**Task to complete:**
For the entries below, report the number of lines where the string "solid" appears, and only that number.

*** Available records ***

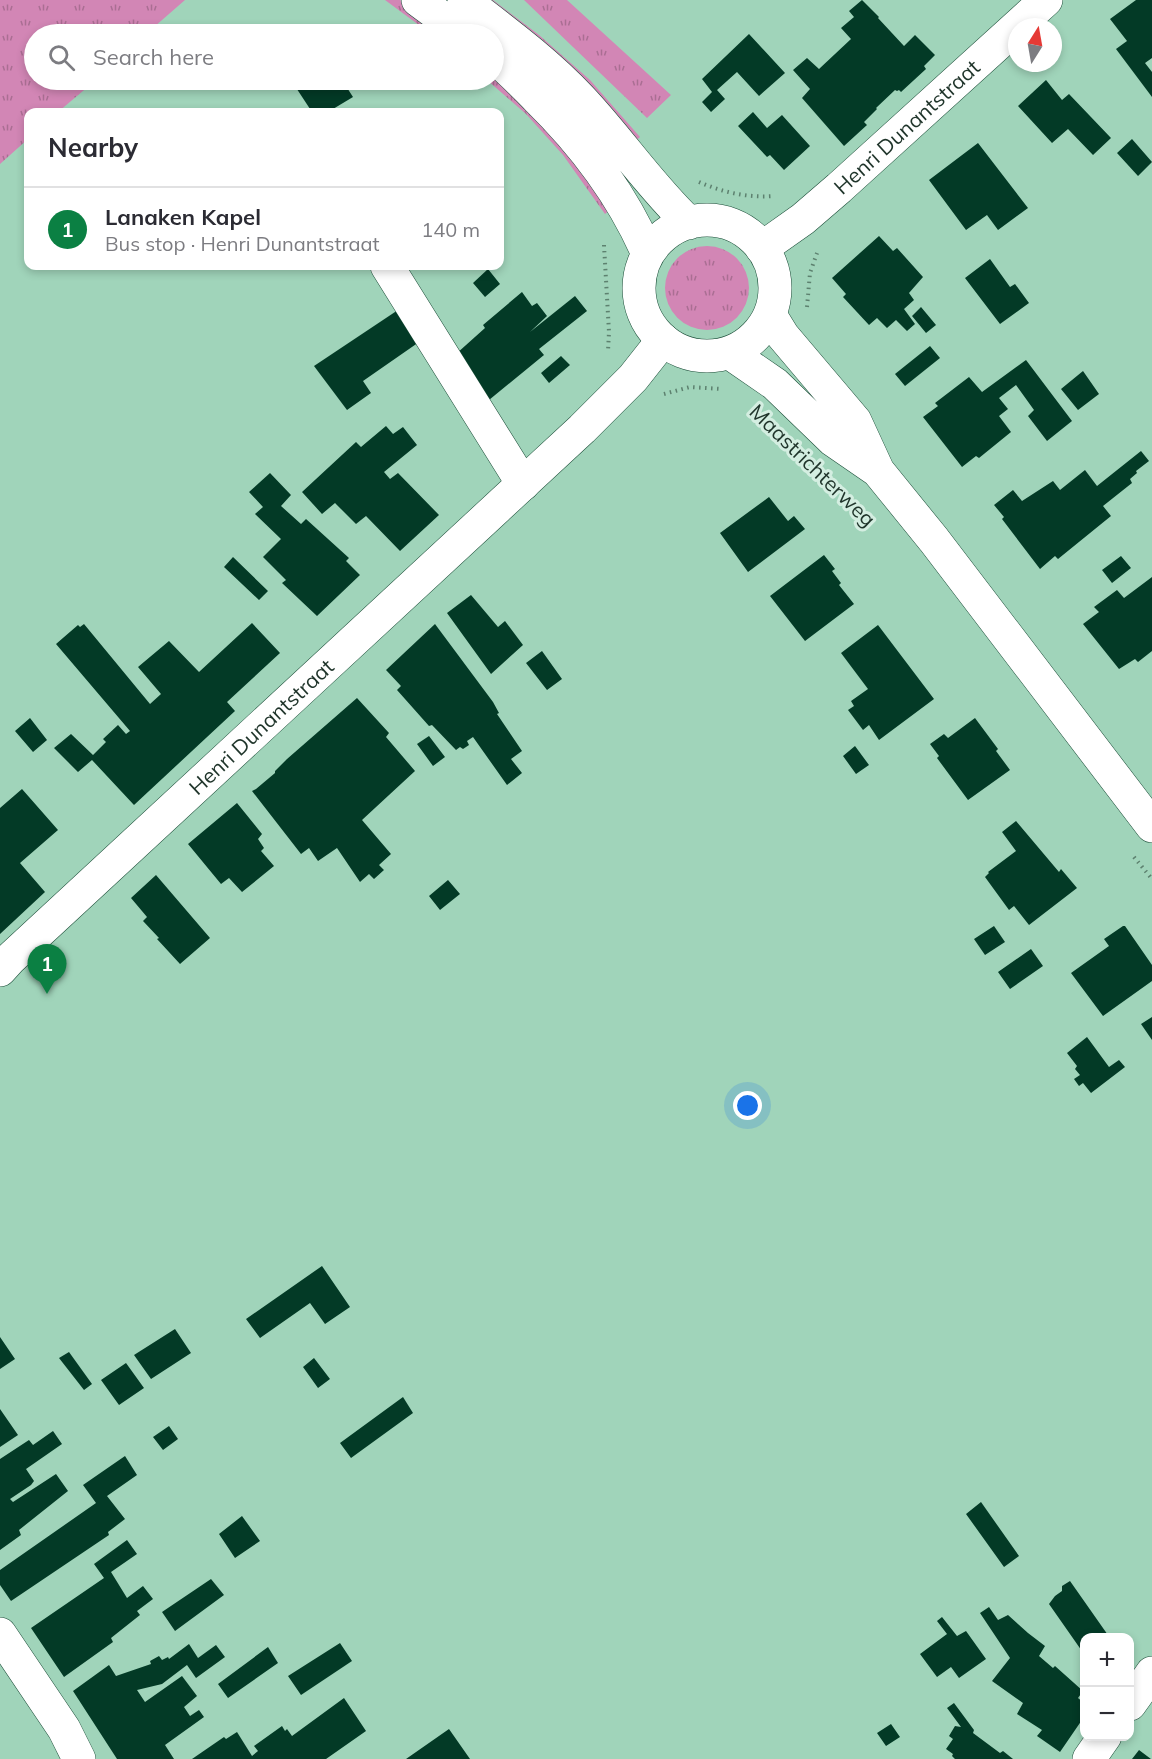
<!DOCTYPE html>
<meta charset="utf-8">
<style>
:root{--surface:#fff;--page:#f2f2f3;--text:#2b2b33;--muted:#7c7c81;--line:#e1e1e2;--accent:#0b8043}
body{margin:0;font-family:Mulish,sans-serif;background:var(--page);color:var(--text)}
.controls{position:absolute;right:18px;bottom:18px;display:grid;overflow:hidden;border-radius:12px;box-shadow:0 3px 9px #0003}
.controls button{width:54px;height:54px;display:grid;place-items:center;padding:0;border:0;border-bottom:2px solid var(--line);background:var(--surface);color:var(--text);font:30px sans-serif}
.compass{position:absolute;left:1008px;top:18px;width:54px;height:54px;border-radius:50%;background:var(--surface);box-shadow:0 3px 9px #0003;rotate:11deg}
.you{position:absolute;left:748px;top:1106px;width:21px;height:21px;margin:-15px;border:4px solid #fff;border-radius:50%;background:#1a73e8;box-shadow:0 0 0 9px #1a73e833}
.badge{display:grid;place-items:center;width:39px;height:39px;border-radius:50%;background:var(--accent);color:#fff;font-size:20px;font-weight:700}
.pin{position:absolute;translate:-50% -50px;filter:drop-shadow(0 2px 3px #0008)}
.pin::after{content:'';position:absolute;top:32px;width:21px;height:18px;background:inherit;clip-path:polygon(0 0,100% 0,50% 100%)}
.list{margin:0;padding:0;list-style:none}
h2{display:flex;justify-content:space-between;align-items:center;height:78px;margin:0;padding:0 24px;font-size:26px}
h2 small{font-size:20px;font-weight:400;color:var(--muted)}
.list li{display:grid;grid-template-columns:39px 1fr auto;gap:18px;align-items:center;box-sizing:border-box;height:84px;padding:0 24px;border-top:2px solid var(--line)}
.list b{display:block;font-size:22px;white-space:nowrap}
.list p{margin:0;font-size:20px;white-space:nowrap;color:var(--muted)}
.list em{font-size:20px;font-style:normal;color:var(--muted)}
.icon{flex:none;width:33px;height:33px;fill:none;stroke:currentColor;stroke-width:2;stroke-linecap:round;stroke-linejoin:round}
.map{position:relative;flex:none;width:1152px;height:1759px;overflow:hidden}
.search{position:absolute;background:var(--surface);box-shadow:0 3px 9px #0003;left:24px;top:24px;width:480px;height:66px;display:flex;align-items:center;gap:15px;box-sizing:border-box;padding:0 21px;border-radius:33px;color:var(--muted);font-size:22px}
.panel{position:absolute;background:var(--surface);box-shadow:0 3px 9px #0003;left:24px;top:108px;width:480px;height:162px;border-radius:12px}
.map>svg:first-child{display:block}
</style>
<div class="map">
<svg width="1152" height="1759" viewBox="0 0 1152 1759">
<defs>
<pattern id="grass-tufts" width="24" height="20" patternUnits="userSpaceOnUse" patternTransform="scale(1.5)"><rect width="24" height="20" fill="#d286b5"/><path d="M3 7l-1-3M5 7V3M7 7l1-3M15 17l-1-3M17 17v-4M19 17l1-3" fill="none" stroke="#aa6e93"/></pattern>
</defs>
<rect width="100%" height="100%" fill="#a0d4ba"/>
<!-- grass -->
<path fill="url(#grass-tufts)" d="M0 0H185L146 34H34V80H96L58 112H28V139L0 164Z
M385 0H400L445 34H431Z
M478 0H493L539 35 590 80 640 137 633 143Z
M524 0H567L671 95 647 118Z
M494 74 542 116 612 208 605 214 563 155 526 114 487 80H494Z
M665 288a42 42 0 1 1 84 0a42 42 0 1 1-84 0Z"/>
<!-- building -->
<path fill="#033a26" d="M862 0 879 17 878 18 904 46 915 35 935 55 924 66 926 69 901 92 899 90 897 91 895 90 876 108 877 109 864 122 867 125 844 146 802 98 810 89 793 70 807 58 819 69 851 39 841 28 854 17 849 11Z
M1136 0H1152V58L1145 63 1152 72V97L1116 49 1127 41 1110 19Z
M749 34 785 73 759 96 737 72 717 90 725 99 711 112 702 102 712 92 702 79Z
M291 80H342L353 97 328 112H312Z
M1046 80 1062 100 1069 94 1111 138 1093 155 1068 129 1052 143 1018 106Z
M753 112 767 128 782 115 810 146 784 170 770 155 767 157 738 126Z
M1132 139 1152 162 1138 176 1117 153Z
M978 143 1028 208 998 230 987 215 966 230 929 180Z
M879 236 893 251 897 248 923 277 909 293 914 300 904 309 915 324 907 331 896 320 887 328 877 318 869 325 843 297 846 294 832 278Z
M990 259 1010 287 1015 284 1029 303 1000 324 965 278Z
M488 269 500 284 485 297 473 283Z
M522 292 532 306 537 303 547 316 530 332 575 296 587 311 539 349 544 355 489 400 456 354 485 328 483 325Z
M921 307 936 325 926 333 912 316Z
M401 308 422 340 363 381 371 393 347 410 314 366Z
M930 346 940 358 905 386 895 374Z
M561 356 570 365 549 383 541 373Z
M1026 360 1072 421 1047 441 1028 416 1034 410 1016 385 999 398 1008 409 999 416 1011 432 979 458 976 456 962 467 923 417 938 406 935 403 969 377 982 392Z
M1083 371 1099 394 1078 410 1061 389Z
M386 426 393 434 403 427 417 445 384 472 390 479 398 473 439 515 400 551 366 516 356 524 335 503 322 514 302 492 356 442 361 447Z
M1141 451 1149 461 1136 471 1137 473 1130 479 1132 483 1103 506 1111 516 1058 559 1055 556 1040 569 1002 519 1004 517 994 505 1013 490 1022 501 1053 481 1060 490 1085 470 1097 486Z
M270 473 291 495 281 506 301 524 306 519 349 558 346 561 360 575 317 616 282 583 286 580 263 557 281 539 255 514 263 507 249 492Z
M769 497 788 521 794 516 805 529 748 572 720 533Z
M824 555 835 569 832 571 841 583 839 585 854 604 805 641 770 596Z
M1121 556 1131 568 1112 583 1102 570Z
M233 557 268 591 259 600 224 567Z
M1152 577V651L1138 662 1135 659 1119 669 1083 624 1099 612 1094 607 1117 590 1124 598Z
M471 595 498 627 505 621 523 645 491 674 447 613Z
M252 623 280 653 227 702 235 711 134 805 92 760 78 772 54 748 71 734 93 755 106 742 103 739 118 725 126 734 130 731 56 644 78 625 80 627 84 624 150 704 161 694 138 667 169 641 199 672Z
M435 624 493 702 499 713 497 714 522 751 511 759 522 773 507 785 473 737 467 741 469 745 463 749 460 747 456 750 432 725 429 726 397 690 401 686 386 670Z
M878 625 934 699 879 740 869 725 863 730 848 710 854 706 851 701 868 689 841 653Z
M542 651 562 679 547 690 526 663Z
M357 698 389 733 386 737 415 771 362 820 391 854 379 865 384 870 374 879 369 874 360 882 337 848 318 861 309 848 301 854 252 791 256 789 275 773V771L287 759Z
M30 718 47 740 33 752 15 731Z
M975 718 998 749 996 751 1010 770 968 800 937 758 939 756 930 744 944 734 948 738Z
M429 736 445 757 433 766 417 744Z
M855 746 869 765 856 774 843 756Z
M22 789 58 830 20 863 45 892 0 934V808Z
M237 803 262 834 258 839 264 848 261 851 274 866 242 892 229 878 221 884 188 844Z
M1016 821 1059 872 1061 869 1077 888 1029 925 1014 906 1009 910 985 877 989 873 988 872 1016 851 1002 832Z
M156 875 210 938 180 964 157 939 159 938 143 921 147 917 131 898Z
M448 880 460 894 440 910 429 896Z
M994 926 1005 942 985 955 974 939Z
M1123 926H1125L1152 965V981L1103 1016 1071 973 1109 946 1104 939Z
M1031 949 1043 966 1010 989 998 972Z
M1152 1017V1040L1141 1024Z
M1087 1037 1109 1067 1119 1060 1125 1067 1091 1093 1083 1083 1079 1086 1074 1079 1080 1075 1075 1069 1077 1066 1067 1053Z
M322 1266 350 1307 325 1324 310 1303 260 1338 246 1319Z
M175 1329 191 1353 151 1379 134 1355Z
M0 1337 15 1359 0 1369Z
M69 1352 92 1384 84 1390 59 1358Z
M314 1358 330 1379 318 1388 303 1367Z
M126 1363 144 1388 119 1405 101 1380Z
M403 1397 413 1413 351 1458 340 1443Z
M0 1409 18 1435 0 1447Z
M169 1426 178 1439 163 1450 153 1437Z
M53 1431 62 1444 26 1469 34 1481 31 1485 10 1499 13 1502 56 1474 68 1491 19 1530 21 1535 0 1550V1459L29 1440 33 1445Z
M125 1456 137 1475 107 1496 125 1519 108 1532 109 1535 11 1601 0 1585V1570L96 1503 83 1485Z
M981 1502 1019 1556 1004 1567 966 1514Z
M242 1516 260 1541 235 1558 219 1534Z
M127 1540 137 1554 111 1572 127 1598 143 1586 153 1599 137 1611 140 1615 111 1638 113 1642 64 1677 31 1628 104 1578 94 1564Z
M211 1579 224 1595 175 1631 162 1612Z
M1070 1581 1110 1638H1084V1654L1049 1604 1055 1596 1062 1591V1586Z
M989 1607 998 1620 1008 1615 1028 1633 1045 1646 1039 1656 1053 1668 1055 1666 1083 1691 1078 1698 1084 1703V1717L1060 1752 1037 1736 1042 1730 1017 1714 1023 1703 992 1681 1010 1658 980 1613Z
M942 1617 957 1636 966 1631 986 1659 959 1678 951 1667 937 1677 920 1654 947 1634 937 1621Z
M340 1643 352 1661 301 1695 288 1676Z
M189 1644 198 1658 216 1645 225 1657 196 1678 187 1665 162 1684 137 1690 145 1702 182 1676 197 1696 184 1707 190 1716 199 1710 204 1717 165 1745 174 1759H117L73 1691 109 1665 116 1676 151 1664 150 1661 159 1656 162 1660 168 1657 169 1659Z
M268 1647 278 1663 228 1698 218 1684Z
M344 1698 366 1731 326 1759H192L224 1737 226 1739 237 1732 252 1756 258 1751 254 1746 282 1726 285 1731 287 1729 292 1736Z
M954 1703 974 1730 973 1733 1000 1753 1003 1751 1013 1759H955L952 1756 953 1754 946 1749 953 1739 949 1736 955 1726 961 1727 947 1708Z
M891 1724 900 1737 886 1746 877 1733Z
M449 1729 470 1759H406Z
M1139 1750 1151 1759H1132Z"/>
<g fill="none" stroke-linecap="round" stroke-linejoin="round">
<defs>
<g id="minor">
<path id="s1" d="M762 248 803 219 839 188 1046 0"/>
<path d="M387 266 523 484"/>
<path id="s2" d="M0 970 10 959 582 429 633 378 663 340"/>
<path d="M0 1634 64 1729 79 1759"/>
<path d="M1130 1704 1152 1673"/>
<path d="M1089 1759 1105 1736"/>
</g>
<path id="secondary" d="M418 0 464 34
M464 0C504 31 545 61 580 98 618 138 649 185 689 223
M494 57C509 69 523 84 537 98 584 144 622 194 648 254
M639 288a68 68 0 1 1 136 0a68 68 0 1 1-136 0Z
M770 315 783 336 855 421 878 471 934 540 1152 826
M730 353 775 384 833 440 878 471"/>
</defs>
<!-- minor casing -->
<use href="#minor" stroke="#1c4e39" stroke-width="34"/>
<!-- secondary casing -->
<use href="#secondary" stroke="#1c4e39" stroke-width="34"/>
<!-- path -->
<path stroke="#5d816f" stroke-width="4" stroke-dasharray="1.5 4.5" stroke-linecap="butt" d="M699 182C722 192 747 198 773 196
M604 245 609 332 608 351
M807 307 810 273 817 253
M664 394 690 387 721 389
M1134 857 1152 879"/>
<!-- minor -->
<use href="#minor" stroke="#fff" stroke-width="33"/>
<!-- secondary -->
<use href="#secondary" stroke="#fff" stroke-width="33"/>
</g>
<g text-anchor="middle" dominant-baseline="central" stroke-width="6" stroke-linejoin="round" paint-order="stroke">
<!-- street labels -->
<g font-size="21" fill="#1f342a" stroke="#d4eee1">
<text stroke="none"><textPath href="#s1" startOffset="189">Henri Dunantstraat</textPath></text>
<text transform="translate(813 465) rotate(44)">Maastrichterweg</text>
<text stroke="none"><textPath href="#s2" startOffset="357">Henri Dunantstraat</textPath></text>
</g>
</g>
</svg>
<div class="controls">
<button>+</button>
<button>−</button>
</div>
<svg class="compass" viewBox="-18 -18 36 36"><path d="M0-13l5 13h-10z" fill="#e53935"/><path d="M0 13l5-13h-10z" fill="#7c7c81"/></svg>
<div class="you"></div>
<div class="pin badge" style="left:47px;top:994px">1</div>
<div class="search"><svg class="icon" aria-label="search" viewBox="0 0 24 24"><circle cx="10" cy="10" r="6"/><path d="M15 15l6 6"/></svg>Search here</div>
<section class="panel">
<h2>Nearby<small></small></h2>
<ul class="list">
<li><span class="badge">1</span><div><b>Lanaken Kapel</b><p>Bus stop · Henri Dunantstraat</p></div><em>140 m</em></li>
</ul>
</section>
</div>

*** End of Available records ***

**Result of this exercise:**
3